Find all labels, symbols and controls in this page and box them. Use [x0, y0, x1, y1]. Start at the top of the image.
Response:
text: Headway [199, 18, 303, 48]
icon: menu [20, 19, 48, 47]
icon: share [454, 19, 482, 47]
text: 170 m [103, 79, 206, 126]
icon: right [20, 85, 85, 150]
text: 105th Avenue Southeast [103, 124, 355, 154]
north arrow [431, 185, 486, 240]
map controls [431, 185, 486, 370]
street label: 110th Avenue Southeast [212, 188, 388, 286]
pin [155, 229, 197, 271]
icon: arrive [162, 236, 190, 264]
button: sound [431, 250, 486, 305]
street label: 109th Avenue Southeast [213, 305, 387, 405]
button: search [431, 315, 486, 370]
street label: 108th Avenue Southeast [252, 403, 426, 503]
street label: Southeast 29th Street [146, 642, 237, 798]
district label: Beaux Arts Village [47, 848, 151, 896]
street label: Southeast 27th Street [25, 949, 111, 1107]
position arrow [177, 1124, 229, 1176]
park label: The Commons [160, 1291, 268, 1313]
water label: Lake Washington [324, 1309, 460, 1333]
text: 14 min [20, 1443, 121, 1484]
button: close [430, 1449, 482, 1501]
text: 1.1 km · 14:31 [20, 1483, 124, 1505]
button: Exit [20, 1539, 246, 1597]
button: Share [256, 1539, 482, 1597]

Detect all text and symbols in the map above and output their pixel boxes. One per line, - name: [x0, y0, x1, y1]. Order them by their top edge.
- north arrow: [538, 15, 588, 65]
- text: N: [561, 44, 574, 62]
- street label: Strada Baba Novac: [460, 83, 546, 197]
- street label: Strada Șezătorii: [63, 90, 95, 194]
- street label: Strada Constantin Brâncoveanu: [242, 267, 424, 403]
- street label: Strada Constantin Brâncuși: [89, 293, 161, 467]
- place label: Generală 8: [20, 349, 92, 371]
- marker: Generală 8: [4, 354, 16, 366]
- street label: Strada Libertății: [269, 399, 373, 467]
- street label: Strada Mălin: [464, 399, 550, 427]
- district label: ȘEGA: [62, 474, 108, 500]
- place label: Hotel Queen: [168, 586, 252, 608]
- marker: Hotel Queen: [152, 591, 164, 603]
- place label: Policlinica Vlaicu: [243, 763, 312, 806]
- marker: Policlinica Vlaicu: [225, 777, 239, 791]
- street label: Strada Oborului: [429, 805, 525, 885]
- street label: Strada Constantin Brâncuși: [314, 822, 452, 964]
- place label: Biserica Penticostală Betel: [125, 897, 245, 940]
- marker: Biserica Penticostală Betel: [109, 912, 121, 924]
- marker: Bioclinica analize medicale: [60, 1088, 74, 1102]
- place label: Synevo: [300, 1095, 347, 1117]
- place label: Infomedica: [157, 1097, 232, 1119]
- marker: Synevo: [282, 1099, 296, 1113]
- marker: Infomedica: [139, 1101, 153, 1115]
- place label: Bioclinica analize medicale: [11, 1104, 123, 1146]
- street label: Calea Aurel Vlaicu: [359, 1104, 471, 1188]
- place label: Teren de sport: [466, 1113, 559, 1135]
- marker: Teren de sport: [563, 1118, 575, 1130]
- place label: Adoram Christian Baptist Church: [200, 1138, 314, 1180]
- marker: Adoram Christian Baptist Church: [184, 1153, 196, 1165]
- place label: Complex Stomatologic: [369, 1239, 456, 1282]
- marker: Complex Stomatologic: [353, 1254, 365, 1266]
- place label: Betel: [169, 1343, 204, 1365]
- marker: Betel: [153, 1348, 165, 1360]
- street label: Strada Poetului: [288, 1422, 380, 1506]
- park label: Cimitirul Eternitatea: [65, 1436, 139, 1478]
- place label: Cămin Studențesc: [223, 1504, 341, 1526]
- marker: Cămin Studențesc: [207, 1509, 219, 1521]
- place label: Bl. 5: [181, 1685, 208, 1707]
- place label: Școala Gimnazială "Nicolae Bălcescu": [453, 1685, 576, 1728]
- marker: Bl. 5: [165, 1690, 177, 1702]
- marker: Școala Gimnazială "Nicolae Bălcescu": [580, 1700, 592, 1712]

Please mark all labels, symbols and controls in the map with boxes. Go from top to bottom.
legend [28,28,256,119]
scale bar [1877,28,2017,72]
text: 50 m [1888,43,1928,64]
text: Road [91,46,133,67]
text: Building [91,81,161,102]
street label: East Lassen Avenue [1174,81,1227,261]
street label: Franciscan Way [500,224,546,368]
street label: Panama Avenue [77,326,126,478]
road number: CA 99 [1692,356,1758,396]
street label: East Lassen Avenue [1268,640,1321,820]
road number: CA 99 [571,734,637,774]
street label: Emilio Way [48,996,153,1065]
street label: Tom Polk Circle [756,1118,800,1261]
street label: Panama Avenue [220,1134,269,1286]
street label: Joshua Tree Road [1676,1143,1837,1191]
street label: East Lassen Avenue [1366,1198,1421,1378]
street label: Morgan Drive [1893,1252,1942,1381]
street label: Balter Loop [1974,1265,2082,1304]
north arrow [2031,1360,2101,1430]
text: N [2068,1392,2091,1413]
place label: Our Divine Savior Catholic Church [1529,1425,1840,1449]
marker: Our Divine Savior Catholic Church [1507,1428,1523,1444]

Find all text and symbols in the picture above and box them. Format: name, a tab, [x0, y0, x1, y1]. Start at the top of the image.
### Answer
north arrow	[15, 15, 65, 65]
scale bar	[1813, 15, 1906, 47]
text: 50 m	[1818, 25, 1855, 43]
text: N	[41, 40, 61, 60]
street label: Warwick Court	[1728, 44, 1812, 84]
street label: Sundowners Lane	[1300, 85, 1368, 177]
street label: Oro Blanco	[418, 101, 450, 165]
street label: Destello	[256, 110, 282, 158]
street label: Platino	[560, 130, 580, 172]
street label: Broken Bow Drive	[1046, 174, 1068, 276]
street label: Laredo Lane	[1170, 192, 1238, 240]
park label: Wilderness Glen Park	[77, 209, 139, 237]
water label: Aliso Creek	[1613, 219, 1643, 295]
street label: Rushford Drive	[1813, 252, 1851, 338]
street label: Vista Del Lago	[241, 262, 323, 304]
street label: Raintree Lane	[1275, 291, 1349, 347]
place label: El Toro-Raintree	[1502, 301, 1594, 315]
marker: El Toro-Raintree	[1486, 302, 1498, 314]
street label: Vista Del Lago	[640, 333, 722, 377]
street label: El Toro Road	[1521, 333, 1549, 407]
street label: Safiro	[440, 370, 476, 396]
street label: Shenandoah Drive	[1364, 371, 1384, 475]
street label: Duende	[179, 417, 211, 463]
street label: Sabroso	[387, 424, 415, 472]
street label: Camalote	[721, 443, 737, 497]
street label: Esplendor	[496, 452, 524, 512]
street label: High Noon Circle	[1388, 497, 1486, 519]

******

## ASSIGNMENT
This exercise requires the entries above to be restated exactly.

## EXERCISE RESULT
Find all labels, symbols and controls in this page and box them. Use [x0, y0, x1, y1]. Start at the top of the image.
Response:
text: Headway [199, 18, 303, 48]
icon: menu [20, 19, 48, 47]
icon: share [454, 19, 482, 47]
text: 170 m [103, 79, 206, 126]
icon: right [20, 85, 85, 150]
text: 105th Avenue Southeast [103, 124, 355, 154]
north arrow [431, 185, 486, 240]
map controls [431, 185, 486, 370]
street label: 110th Avenue Southeast [212, 188, 388, 286]
pin [155, 229, 197, 271]
icon: arrive [162, 236, 190, 264]
button: sound [431, 250, 486, 305]
street label: 109th Avenue Southeast [213, 305, 387, 405]
button: search [431, 315, 486, 370]
street label: 108th Avenue Southeast [252, 403, 426, 503]
street label: Southeast 29th Street [146, 642, 237, 798]
district label: Beaux Arts Village [47, 848, 151, 896]
street label: Southeast 27th Street [25, 949, 111, 1107]
position arrow [177, 1124, 229, 1176]
park label: The Commons [160, 1291, 268, 1313]
water label: Lake Washington [324, 1309, 460, 1333]
text: 14 min [20, 1443, 121, 1484]
button: close [430, 1449, 482, 1501]
text: 1.1 km · 14:31 [20, 1483, 124, 1505]
button: Exit [20, 1539, 246, 1597]
button: Share [256, 1539, 482, 1597]

Detect all text and symbols in the map above and output their pixel boxes. One per line, - name: [x0, y0, x1, y1]. Order them by their top edge.
- north arrow: [538, 15, 588, 65]
- text: N: [561, 44, 574, 62]
- street label: Strada Baba Novac: [460, 83, 546, 197]
- street label: Strada Șezătorii: [63, 90, 95, 194]
- street label: Strada Constantin Brâncoveanu: [242, 267, 424, 403]
- street label: Strada Constantin Brâncuși: [89, 293, 161, 467]
- place label: Generală 8: [20, 349, 92, 371]
- marker: Generală 8: [4, 354, 16, 366]
- street label: Strada Libertății: [269, 399, 373, 467]
- street label: Strada Mălin: [464, 399, 550, 427]
- district label: ȘEGA: [62, 474, 108, 500]
- place label: Hotel Queen: [168, 586, 252, 608]
- marker: Hotel Queen: [152, 591, 164, 603]
- place label: Policlinica Vlaicu: [243, 763, 312, 806]
- marker: Policlinica Vlaicu: [225, 777, 239, 791]
- street label: Strada Oborului: [429, 805, 525, 885]
- street label: Strada Constantin Brâncuși: [314, 822, 452, 964]
- place label: Biserica Penticostală Betel: [125, 897, 245, 940]
- marker: Biserica Penticostală Betel: [109, 912, 121, 924]
- marker: Bioclinica analize medicale: [60, 1088, 74, 1102]
- place label: Synevo: [300, 1095, 347, 1117]
- place label: Infomedica: [157, 1097, 232, 1119]
- marker: Synevo: [282, 1099, 296, 1113]
- marker: Infomedica: [139, 1101, 153, 1115]
- place label: Bioclinica analize medicale: [11, 1104, 123, 1146]
- street label: Calea Aurel Vlaicu: [359, 1104, 471, 1188]
- place label: Teren de sport: [466, 1113, 559, 1135]
- marker: Teren de sport: [563, 1118, 575, 1130]
- place label: Adoram Christian Baptist Church: [200, 1138, 314, 1180]
- marker: Adoram Christian Baptist Church: [184, 1153, 196, 1165]
- place label: Complex Stomatologic: [369, 1239, 456, 1282]
- marker: Complex Stomatologic: [353, 1254, 365, 1266]
- place label: Betel: [169, 1343, 204, 1365]
- marker: Betel: [153, 1348, 165, 1360]
- street label: Strada Poetului: [288, 1422, 380, 1506]
- park label: Cimitirul Eternitatea: [65, 1436, 139, 1478]
- place label: Cămin Studențesc: [223, 1504, 341, 1526]
- marker: Cămin Studențesc: [207, 1509, 219, 1521]
- place label: Bl. 5: [181, 1685, 208, 1707]
- place label: Școala Gimnazială "Nicolae Bălcescu": [453, 1685, 576, 1728]
- marker: Bl. 5: [165, 1690, 177, 1702]
- marker: Școala Gimnazială "Nicolae Bălcescu": [580, 1700, 592, 1712]

Please mark all labels, symbols and controls in the map with boxes. Go from top to bottom.
legend [28,28,256,119]
scale bar [1877,28,2017,72]
text: 50 m [1888,43,1928,64]
text: Road [91,46,133,67]
text: Building [91,81,161,102]
street label: East Lassen Avenue [1174,81,1227,261]
street label: Franciscan Way [500,224,546,368]
street label: Panama Avenue [77,326,126,478]
road number: CA 99 [1692,356,1758,396]
street label: East Lassen Avenue [1268,640,1321,820]
road number: CA 99 [571,734,637,774]
street label: Emilio Way [48,996,153,1065]
street label: Tom Polk Circle [756,1118,800,1261]
street label: Panama Avenue [220,1134,269,1286]
street label: Joshua Tree Road [1676,1143,1837,1191]
street label: East Lassen Avenue [1366,1198,1421,1378]
street label: Morgan Drive [1893,1252,1942,1381]
street label: Balter Loop [1974,1265,2082,1304]
north arrow [2031,1360,2101,1430]
text: N [2068,1392,2091,1413]
place label: Our Divine Savior Catholic Church [1529,1425,1840,1449]
marker: Our Divine Savior Catholic Church [1507,1428,1523,1444]

Find all text and symbols in the picture above and box them. Format: name, a tab, [x0, y0, x1, y1]. Start at the top of the image.
### Answer
north arrow	[15, 15, 65, 65]
scale bar	[1813, 15, 1906, 47]
text: 50 m	[1818, 25, 1855, 43]
text: N	[41, 40, 61, 60]
street label: Warwick Court	[1728, 44, 1812, 84]
street label: Sundowners Lane	[1300, 85, 1368, 177]
street label: Oro Blanco	[418, 101, 450, 165]
street label: Destello	[256, 110, 282, 158]
street label: Platino	[560, 130, 580, 172]
street label: Broken Bow Drive	[1046, 174, 1068, 276]
street label: Laredo Lane	[1170, 192, 1238, 240]
park label: Wilderness Glen Park	[77, 209, 139, 237]
water label: Aliso Creek	[1613, 219, 1643, 295]
street label: Rushford Drive	[1813, 252, 1851, 338]
street label: Vista Del Lago	[241, 262, 323, 304]
street label: Raintree Lane	[1275, 291, 1349, 347]
place label: El Toro-Raintree	[1502, 301, 1594, 315]
marker: El Toro-Raintree	[1486, 302, 1498, 314]
street label: Vista Del Lago	[640, 333, 722, 377]
street label: El Toro Road	[1521, 333, 1549, 407]
street label: Safiro	[440, 370, 476, 396]
street label: Shenandoah Drive	[1364, 371, 1384, 475]
street label: Duende	[179, 417, 211, 463]
street label: Sabroso	[387, 424, 415, 472]
street label: Camalote	[721, 443, 737, 497]
street label: Esplendor	[496, 452, 524, 512]
street label: High Noon Circle	[1388, 497, 1486, 519]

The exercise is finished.